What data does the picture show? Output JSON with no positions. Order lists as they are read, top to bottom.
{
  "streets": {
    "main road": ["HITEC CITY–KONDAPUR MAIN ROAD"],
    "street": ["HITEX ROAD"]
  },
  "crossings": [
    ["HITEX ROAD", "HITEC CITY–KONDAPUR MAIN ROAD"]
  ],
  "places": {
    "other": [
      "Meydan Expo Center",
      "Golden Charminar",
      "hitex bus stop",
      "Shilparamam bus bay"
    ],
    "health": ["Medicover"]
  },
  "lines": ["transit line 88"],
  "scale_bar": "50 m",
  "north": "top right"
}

+++

▸ **Task instructions**
Restating the data word for word is the whole task.

▸ **The answer**
What data does the picture show? Output JSON with no positions. Order lists as they are read, top to bottom.
{
  "streets": {
    "main road": ["HITEC CITY–KONDAPUR MAIN ROAD"],
    "street": ["HITEX ROAD"]
  },
  "crossings": [
    ["HITEX ROAD", "HITEC CITY–KONDAPUR MAIN ROAD"]
  ],
  "places": {
    "other": [
      "Meydan Expo Center",
      "Golden Charminar",
      "hitex bus stop",
      "Shilparamam bus bay"
    ],
    "health": ["Medicover"]
  },
  "lines": ["transit line 88"],
  "scale_bar": "50 m",
  "north": "top right"
}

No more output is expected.